Since my office environment isn't meant to be terribly secure, I programmed in a couple of my username/tab/password combinations into the X-Keys so that I could simplify this process. I also set up one key to perform Ctrl-Alt-Delete so that I could easily log in when I sit down. This functionality has greatly simplified my particular configuration, since I can now effectively get rid of the second keyboard. If NinjaSwitcher crashes, I can use the X-Keys to bring up the Task Manager to kill it, and use a macro to restart it. Good.

However, as are a lot of other users, I'm sure, I'm not crazy about keeping my passwords in plain text on this little unit. So, one thing I tried was to break up my password into a couple of different text blocks, and then encoded each one into a different key. Then, I used the X-Keys like a phone pad to "dial" my various passwords in. Pretty cool. Furthermore, at the end of the day, the X-Keys can be easily unplugged and taken home to protect the safety of your passwords. This makes things MUCH easier for end users that have fifteen different passwords to forget and not care about. If they can use these to program their passwords in, then they can just keep the X-Keys with them wherever they go.
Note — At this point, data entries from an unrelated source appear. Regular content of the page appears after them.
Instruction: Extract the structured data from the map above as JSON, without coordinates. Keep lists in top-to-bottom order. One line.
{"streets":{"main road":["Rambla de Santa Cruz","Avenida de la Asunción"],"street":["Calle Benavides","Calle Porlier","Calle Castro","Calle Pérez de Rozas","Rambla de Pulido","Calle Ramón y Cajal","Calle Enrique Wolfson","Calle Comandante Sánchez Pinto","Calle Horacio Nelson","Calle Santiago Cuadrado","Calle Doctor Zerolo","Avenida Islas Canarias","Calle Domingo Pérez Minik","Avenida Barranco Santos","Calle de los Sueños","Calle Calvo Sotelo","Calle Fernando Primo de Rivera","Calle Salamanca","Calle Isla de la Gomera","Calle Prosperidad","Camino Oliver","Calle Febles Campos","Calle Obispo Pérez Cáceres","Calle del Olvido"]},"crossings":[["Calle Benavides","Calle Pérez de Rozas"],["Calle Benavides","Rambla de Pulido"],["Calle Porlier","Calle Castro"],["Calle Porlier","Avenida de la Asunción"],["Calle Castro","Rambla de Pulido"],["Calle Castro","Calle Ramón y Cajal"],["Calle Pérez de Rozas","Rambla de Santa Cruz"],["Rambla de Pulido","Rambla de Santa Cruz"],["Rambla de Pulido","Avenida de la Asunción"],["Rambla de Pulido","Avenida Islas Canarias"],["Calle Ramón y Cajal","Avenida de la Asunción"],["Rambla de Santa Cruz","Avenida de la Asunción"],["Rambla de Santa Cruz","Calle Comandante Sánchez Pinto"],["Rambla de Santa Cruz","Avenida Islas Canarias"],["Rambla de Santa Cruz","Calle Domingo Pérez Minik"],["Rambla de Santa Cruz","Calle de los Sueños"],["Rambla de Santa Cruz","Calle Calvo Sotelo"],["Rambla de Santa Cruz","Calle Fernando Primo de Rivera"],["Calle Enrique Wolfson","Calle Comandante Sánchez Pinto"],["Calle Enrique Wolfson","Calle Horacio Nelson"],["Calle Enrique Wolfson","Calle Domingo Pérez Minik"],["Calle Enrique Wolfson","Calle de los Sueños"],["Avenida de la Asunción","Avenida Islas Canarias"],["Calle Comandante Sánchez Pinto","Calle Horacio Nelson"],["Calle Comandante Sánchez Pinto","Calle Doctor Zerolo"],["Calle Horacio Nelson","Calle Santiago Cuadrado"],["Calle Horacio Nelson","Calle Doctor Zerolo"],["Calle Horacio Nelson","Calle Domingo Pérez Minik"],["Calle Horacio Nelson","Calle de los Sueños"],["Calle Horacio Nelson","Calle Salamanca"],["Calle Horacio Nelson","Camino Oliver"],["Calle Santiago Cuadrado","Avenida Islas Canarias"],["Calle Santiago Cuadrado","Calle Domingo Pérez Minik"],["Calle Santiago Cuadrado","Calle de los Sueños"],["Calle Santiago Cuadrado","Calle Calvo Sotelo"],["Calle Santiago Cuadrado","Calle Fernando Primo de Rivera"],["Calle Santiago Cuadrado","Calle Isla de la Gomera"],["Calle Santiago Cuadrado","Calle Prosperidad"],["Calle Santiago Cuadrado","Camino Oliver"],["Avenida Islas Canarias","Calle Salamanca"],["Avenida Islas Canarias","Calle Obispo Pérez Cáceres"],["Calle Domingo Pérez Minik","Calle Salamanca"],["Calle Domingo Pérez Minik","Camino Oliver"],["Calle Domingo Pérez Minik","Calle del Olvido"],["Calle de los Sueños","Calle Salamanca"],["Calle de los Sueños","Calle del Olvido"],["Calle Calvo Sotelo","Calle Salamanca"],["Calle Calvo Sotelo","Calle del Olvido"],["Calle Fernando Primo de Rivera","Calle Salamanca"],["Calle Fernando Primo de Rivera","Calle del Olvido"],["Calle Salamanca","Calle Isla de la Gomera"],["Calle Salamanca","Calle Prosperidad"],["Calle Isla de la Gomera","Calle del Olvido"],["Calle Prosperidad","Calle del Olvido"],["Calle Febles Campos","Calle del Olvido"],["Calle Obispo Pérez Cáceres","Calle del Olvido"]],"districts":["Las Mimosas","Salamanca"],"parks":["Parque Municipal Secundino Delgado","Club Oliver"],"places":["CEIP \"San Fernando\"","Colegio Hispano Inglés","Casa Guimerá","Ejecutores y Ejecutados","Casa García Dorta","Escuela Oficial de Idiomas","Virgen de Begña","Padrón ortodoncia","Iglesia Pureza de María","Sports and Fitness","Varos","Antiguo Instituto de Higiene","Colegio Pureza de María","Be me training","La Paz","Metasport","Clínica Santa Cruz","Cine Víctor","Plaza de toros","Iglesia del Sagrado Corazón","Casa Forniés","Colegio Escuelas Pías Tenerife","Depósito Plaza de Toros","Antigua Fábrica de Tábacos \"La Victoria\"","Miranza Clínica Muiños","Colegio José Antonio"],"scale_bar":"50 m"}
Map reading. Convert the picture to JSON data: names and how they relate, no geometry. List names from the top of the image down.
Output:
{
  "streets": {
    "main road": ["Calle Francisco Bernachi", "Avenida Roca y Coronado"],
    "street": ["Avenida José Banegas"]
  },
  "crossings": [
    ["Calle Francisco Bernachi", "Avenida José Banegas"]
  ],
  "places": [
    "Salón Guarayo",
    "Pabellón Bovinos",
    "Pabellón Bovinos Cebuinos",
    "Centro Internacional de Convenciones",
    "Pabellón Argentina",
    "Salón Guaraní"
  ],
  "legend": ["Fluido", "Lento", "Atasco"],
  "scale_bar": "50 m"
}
It delivers similar functionality to what the Smart Card was supposed to deliver, but requires no extra investment other than the device itself. And if you're concerned about the data in the keys being lost, then know that, according to PI Engineering, "The X-Keys stores programming in non-volatile memory. The chip maker's spec on this says the memory will be maintained for a minimum of 200 years." (Thanks Dan!).

Furthermore, if you're worried about taking up all your keys just for password use, then you can program one key to act as a modifier, allowing you to program 38 keys instead of 20. This allows you to use the main layer for your applications, and the secondary layer for your security. Definitely cool.

These were only a few instances where the X-Keys made my office work simpler. For other professions, I'm sure something could be easily adapted.


The X-Keys, with its seemingly simple appearance, is a well-thought out device that provides functionality and value to gamer and businessman alike. Once upon a time I used to game with an external numpad, since it was easily portable. The X-Keys makes it totally obsolete. I heartily recommend it. If it doesn't have enough keys for you, then you might want to consider the X-Keys Pro, which gives you 58 keys instead.

It's stylish, it's OS-independent (The PS2 model, anyway), and it's portable. One thing it isn't is cheap - At $100, this one is certainly out of range for some gamers, but for professionals, it's a valuable tool. If you can't quite swallow the $100 price tag for 20 keys, then consider the X-Keys Pro, which has a higher keys-to-dollars ratio.